Повесть Января - страница 18

Шрифт
Интервал


Далее – суд над Пушкиным.

В пустом помещении с грубо отесанными земляными стенами с ним беседует Бог. Бог одет в хламиду. Он с большой головой и непомерно широким лицом, окаймленным бородой, на манер ассирийской. Борода оканчивается десятком сплетенных прядей, на каждой из которых подвешена железная литера незнакомого алфавита. На голове убор. Если смотреть на Бога прямо в лицо, убор похож на вопросительный знак. Бог спрашивает Пушкина: «Зачем ты убил моего отца?» Тот говорит, что ваза была слишком гордой, а виноват во всем Он – Пушкин указывает на меня. Тогда Бог принимает решение, и Пушкин перестает существовать, словно его и не было.

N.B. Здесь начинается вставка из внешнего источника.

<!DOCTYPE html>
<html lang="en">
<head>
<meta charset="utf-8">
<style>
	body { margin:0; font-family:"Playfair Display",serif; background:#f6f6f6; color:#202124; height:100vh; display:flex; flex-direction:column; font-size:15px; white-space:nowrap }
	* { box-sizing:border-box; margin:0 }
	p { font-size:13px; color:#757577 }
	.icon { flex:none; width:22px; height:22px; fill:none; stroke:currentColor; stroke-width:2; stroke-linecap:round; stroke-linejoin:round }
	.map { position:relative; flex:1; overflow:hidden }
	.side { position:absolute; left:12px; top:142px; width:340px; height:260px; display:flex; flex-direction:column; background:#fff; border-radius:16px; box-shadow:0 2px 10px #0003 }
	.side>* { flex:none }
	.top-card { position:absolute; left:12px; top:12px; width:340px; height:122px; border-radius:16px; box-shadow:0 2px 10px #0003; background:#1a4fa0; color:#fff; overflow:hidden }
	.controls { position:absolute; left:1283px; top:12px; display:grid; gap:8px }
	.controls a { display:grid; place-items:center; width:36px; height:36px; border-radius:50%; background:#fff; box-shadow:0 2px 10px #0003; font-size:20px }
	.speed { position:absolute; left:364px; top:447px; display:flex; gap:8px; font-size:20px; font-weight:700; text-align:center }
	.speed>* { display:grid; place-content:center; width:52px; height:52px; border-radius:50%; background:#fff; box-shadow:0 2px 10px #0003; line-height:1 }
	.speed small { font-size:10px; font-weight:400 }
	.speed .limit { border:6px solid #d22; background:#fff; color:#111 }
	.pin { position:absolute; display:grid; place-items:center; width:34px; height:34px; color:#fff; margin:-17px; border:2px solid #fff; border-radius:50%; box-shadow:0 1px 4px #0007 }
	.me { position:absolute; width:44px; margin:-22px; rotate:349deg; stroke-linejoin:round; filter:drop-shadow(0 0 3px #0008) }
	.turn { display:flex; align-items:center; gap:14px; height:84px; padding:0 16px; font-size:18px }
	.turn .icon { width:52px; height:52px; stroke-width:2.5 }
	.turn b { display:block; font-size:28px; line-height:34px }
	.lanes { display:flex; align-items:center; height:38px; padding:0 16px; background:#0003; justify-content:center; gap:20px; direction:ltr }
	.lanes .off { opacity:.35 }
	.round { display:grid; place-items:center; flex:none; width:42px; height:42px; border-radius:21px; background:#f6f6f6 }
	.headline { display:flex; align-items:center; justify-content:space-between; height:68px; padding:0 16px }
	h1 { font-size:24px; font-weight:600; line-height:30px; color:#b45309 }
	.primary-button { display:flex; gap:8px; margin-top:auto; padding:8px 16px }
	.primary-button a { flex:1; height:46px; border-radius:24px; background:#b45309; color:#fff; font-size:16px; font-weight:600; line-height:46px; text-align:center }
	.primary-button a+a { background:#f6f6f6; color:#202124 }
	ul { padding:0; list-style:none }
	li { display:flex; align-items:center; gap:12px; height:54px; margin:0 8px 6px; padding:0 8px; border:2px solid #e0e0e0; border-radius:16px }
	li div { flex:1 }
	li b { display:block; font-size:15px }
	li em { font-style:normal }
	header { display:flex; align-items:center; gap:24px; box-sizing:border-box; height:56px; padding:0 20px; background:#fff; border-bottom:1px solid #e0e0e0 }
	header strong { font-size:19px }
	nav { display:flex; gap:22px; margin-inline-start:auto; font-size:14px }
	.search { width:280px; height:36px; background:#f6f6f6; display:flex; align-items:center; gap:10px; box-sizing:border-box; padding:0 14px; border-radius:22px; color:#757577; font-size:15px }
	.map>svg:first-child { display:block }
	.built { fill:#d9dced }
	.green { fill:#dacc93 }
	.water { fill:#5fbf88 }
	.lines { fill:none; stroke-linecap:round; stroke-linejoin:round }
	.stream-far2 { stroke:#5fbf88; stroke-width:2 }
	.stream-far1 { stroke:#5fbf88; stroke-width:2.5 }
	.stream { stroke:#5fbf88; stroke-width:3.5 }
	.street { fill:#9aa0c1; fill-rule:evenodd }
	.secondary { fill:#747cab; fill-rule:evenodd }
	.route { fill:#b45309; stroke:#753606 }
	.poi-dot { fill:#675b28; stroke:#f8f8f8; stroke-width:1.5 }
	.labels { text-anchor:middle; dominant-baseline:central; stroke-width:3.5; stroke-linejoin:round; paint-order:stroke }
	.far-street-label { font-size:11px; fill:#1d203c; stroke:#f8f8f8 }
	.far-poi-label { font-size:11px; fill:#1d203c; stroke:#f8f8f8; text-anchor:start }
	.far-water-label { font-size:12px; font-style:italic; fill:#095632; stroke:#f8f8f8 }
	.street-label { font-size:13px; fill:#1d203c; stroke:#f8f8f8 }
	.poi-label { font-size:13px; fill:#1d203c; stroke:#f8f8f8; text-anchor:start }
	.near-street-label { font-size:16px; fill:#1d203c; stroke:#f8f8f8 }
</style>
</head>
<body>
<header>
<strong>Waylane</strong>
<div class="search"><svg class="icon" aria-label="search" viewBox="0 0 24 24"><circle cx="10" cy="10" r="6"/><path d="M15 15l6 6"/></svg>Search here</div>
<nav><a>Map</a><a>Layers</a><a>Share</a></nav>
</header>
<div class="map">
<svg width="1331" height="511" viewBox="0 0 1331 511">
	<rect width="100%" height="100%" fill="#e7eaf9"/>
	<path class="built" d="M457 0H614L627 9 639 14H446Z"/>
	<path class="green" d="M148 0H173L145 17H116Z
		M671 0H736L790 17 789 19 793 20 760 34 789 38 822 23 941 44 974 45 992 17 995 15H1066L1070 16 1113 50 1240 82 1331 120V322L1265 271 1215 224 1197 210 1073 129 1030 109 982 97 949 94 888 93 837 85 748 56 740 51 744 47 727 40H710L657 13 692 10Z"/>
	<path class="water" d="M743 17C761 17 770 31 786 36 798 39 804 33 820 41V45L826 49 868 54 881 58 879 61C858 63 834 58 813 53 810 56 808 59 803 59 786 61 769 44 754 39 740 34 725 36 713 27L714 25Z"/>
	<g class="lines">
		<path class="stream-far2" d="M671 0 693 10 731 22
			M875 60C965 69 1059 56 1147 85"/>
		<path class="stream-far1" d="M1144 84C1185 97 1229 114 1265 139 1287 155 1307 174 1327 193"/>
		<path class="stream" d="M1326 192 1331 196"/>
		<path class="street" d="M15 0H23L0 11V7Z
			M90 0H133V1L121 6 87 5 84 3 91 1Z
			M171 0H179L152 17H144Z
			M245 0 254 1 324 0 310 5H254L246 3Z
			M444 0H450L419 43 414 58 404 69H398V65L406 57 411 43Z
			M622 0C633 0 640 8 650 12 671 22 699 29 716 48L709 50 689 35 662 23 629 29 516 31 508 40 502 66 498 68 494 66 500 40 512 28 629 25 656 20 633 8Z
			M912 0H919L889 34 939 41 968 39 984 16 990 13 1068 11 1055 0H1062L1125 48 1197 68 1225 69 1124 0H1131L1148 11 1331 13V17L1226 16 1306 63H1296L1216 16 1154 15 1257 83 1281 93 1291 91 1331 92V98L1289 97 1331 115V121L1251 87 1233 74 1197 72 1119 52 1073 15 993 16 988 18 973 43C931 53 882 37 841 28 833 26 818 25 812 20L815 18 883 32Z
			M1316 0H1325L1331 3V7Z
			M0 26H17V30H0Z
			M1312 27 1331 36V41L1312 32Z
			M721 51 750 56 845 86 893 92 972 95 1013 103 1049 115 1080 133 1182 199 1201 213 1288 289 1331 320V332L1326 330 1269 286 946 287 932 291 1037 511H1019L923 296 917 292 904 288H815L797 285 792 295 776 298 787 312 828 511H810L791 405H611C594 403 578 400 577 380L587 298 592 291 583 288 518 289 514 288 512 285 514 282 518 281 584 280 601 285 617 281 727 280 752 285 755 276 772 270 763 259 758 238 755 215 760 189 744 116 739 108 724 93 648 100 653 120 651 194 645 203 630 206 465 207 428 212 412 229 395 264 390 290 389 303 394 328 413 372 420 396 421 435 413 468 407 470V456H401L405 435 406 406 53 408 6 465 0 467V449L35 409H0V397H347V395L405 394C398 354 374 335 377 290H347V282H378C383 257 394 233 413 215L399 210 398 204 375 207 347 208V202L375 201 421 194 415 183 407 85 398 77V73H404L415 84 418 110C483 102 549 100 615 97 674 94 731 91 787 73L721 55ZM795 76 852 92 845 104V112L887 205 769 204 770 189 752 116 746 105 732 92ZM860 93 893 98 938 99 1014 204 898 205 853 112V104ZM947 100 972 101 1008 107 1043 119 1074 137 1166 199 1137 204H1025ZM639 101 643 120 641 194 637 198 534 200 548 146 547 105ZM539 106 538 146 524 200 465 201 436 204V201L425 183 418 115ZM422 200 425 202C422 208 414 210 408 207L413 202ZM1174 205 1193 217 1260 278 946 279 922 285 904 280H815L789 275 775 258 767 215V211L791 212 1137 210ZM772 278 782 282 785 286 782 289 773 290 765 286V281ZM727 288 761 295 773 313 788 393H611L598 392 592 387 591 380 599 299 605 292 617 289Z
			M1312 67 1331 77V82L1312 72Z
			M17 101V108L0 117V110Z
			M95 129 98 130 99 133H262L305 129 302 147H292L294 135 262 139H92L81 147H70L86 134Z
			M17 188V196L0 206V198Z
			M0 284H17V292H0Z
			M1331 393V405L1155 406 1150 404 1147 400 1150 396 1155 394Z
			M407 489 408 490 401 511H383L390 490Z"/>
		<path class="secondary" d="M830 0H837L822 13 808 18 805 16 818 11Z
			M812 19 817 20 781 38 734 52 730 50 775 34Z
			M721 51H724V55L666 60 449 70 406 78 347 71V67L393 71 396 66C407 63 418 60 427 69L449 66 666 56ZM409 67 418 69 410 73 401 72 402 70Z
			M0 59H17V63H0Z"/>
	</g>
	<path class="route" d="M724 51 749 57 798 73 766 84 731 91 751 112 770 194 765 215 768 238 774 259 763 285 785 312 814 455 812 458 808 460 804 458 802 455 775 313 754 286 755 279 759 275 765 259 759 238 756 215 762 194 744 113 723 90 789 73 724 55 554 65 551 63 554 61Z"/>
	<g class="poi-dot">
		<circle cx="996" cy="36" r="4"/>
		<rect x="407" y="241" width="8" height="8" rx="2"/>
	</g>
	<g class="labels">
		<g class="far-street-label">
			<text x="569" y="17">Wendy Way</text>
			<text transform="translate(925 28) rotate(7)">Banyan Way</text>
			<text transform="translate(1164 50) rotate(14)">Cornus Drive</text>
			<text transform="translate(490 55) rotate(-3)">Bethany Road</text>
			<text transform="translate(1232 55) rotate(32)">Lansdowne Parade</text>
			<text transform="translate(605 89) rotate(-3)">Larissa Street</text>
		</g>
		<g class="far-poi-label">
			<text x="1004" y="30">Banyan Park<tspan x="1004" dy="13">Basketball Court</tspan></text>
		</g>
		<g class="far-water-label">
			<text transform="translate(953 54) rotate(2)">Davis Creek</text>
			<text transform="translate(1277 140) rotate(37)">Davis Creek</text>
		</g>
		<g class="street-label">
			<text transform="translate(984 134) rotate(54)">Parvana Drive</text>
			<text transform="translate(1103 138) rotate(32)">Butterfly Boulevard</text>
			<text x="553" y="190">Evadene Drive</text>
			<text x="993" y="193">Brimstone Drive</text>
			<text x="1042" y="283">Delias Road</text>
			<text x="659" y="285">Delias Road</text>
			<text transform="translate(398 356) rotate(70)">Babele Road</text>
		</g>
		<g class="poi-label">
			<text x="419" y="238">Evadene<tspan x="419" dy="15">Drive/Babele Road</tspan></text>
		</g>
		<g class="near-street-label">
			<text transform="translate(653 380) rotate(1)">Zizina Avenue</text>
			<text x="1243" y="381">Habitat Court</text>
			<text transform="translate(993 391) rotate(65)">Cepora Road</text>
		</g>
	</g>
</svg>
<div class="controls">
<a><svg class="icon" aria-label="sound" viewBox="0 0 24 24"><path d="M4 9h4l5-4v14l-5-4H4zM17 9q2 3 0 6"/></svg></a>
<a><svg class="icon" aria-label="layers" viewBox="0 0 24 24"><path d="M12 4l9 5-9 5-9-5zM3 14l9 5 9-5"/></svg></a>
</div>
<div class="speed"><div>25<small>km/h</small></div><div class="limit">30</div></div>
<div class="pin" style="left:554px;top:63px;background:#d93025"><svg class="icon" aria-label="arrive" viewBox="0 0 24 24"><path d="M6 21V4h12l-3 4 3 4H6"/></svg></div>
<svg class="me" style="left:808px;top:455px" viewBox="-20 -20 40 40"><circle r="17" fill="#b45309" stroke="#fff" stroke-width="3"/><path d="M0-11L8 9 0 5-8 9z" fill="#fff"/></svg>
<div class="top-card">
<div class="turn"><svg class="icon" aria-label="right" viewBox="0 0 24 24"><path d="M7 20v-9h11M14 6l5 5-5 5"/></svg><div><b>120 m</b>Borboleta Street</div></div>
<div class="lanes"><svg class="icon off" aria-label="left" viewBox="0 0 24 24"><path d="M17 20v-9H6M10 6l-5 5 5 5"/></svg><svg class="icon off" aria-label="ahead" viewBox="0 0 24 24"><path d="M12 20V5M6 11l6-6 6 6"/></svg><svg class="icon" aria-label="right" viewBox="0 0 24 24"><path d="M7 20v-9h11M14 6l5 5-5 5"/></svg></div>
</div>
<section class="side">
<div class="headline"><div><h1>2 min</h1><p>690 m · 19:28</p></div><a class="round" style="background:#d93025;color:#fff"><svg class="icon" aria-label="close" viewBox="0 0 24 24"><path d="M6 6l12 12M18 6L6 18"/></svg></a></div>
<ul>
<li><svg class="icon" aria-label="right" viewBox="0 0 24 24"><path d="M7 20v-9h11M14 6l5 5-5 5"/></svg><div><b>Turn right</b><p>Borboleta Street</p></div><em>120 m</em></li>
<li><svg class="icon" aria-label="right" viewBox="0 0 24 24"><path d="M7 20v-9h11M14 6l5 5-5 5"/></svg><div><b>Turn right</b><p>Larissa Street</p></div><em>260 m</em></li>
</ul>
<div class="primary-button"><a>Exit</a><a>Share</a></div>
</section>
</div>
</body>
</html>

Что случилось потом, я позабыл. В памяти сохранился только один эпизод:

Средневековый город. Торжественное шествие народа. Я в центре процессии, вскидываю руки вверх, раскрываю ладони, и в них возникают золотые монеты. Я бросаю их ближайшей женщине и снова взмахиваю руками – я раздаю людям золото. Девушка в мокрой белой футболке, совсем не средневеково одетая, возникает передо мной. Я протягиваю руки, чтобы одарить ее, но упираюсь ладонями в груди. Монеты из моих рук, струясь по изгибам ее фигуры, сыплются вниз. Впереди меня ждет еще много народа, несметные толпы, но я, не в силах отойти от нее, сыплю золото наземь.


Мне было лет двенадцать или тринадцать, когда я научился понимать, что нахожусь в сновидении. Во снах ко мне приходили прекрасные девушки. Но я, как и в реальности, не позволял себя делать того, что хотел. Просыпаясь, я говорил себе – это же сон, во сне можно все, в следующий раз вспомни об этом! По отсутствию подробных деталей, по нереальности поведения персонажей я научился опознавать сновидения.

С того момента сны стали моим убежищем. Спать я ложился с удовольствием. Дневное существование, отравленное упреками, угрозами, принуждением, страхом и вынужденным враньем, прекращалось, как только голова касалась подушки. Тут я был всемогущ. Я творил чудеса. Встречал прекрасных женщин. Мог их раздеть, и им это нравилось. Фантазии почти никогда не шли дальше объятий и поцелуев. Эйфория любви захватывала меня целиком, и потом, проснувшись, я еще долго носил в себе ощущение счастья.

Но иногда бывал просто секс – увидел и тут же схватился за грудь – никто и не возражал.